:: WHAT YOU WILL DO ::
Could you return all of the entries below exactly, minus the pictures?

++++ INFORMATION PROVIDED ++++

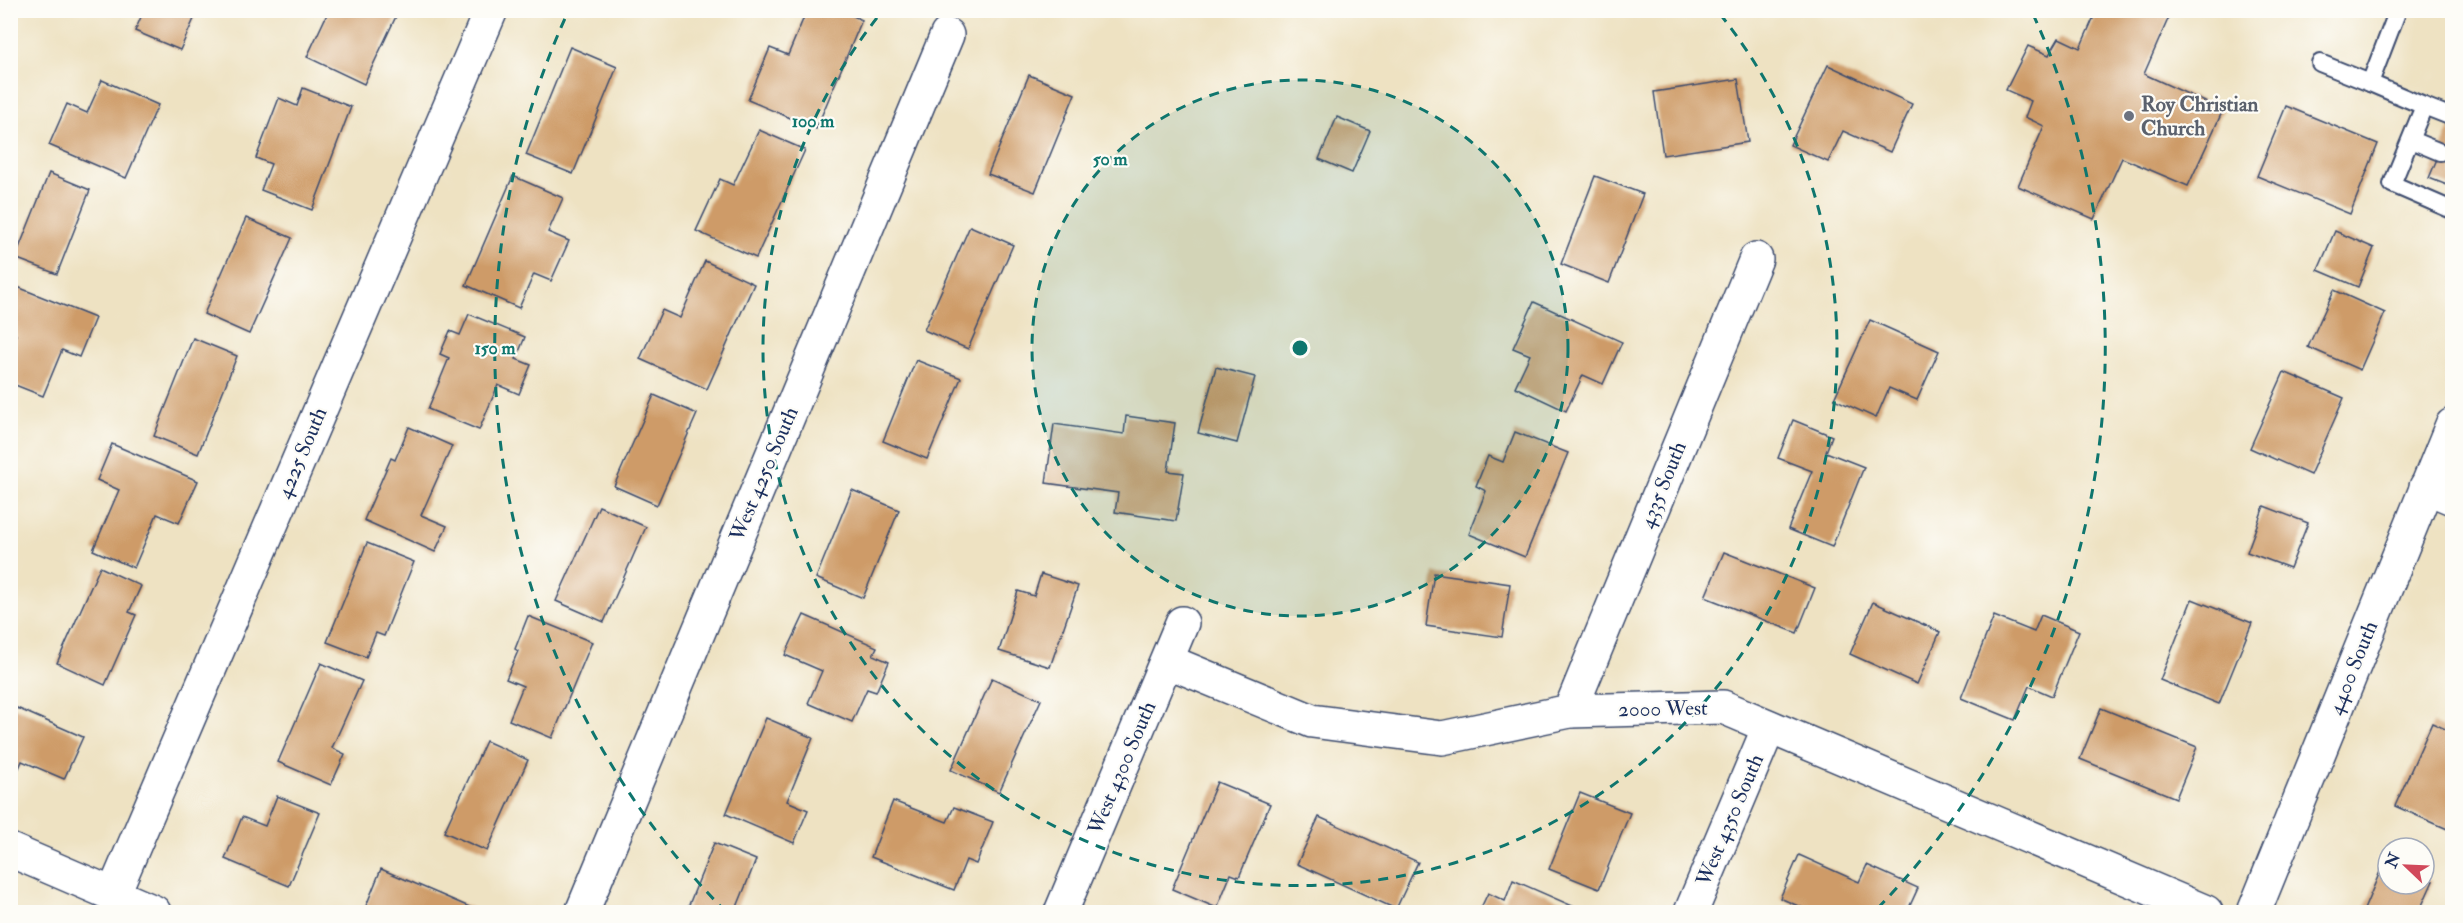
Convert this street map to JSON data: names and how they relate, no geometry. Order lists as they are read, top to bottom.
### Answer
{
  "streets": {
    "street": [
      "4225 South",
      "West 4250 South",
      "4335 South",
      "4400 South",
      "2000 West",
      "West 4300 South",
      "West 4350 South"
    ]
  },
  "crossings": [
    ["4335 South", "2000 West"],
    ["2000 West", "West 4300 South"],
    ["2000 West", "West 4350 South"]
  ],
  "places": ["Roy Christian Church"],
  "north": "top left",
  "rings": ["100 m", "50 m", "150 m"]
}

++++

:: ANSWER BOX ::
Convert this street map to JSON data: names and how they relate, no geometry. Order lists as they are read, top to bottom.
### Answer
{
  "streets": {
    "street": [
      "4225 South",
      "West 4250 South",
      "4335 South",
      "4400 South",
      "2000 West",
      "West 4300 South",
      "West 4350 South"
    ]
  },
  "crossings": [
    ["4335 South", "2000 West"],
    ["2000 West", "West 4300 South"],
    ["2000 West", "West 4350 South"]
  ],
  "places": ["Roy Christian Church"],
  "north": "top left",
  "rings": ["100 m", "50 m", "150 m"]
}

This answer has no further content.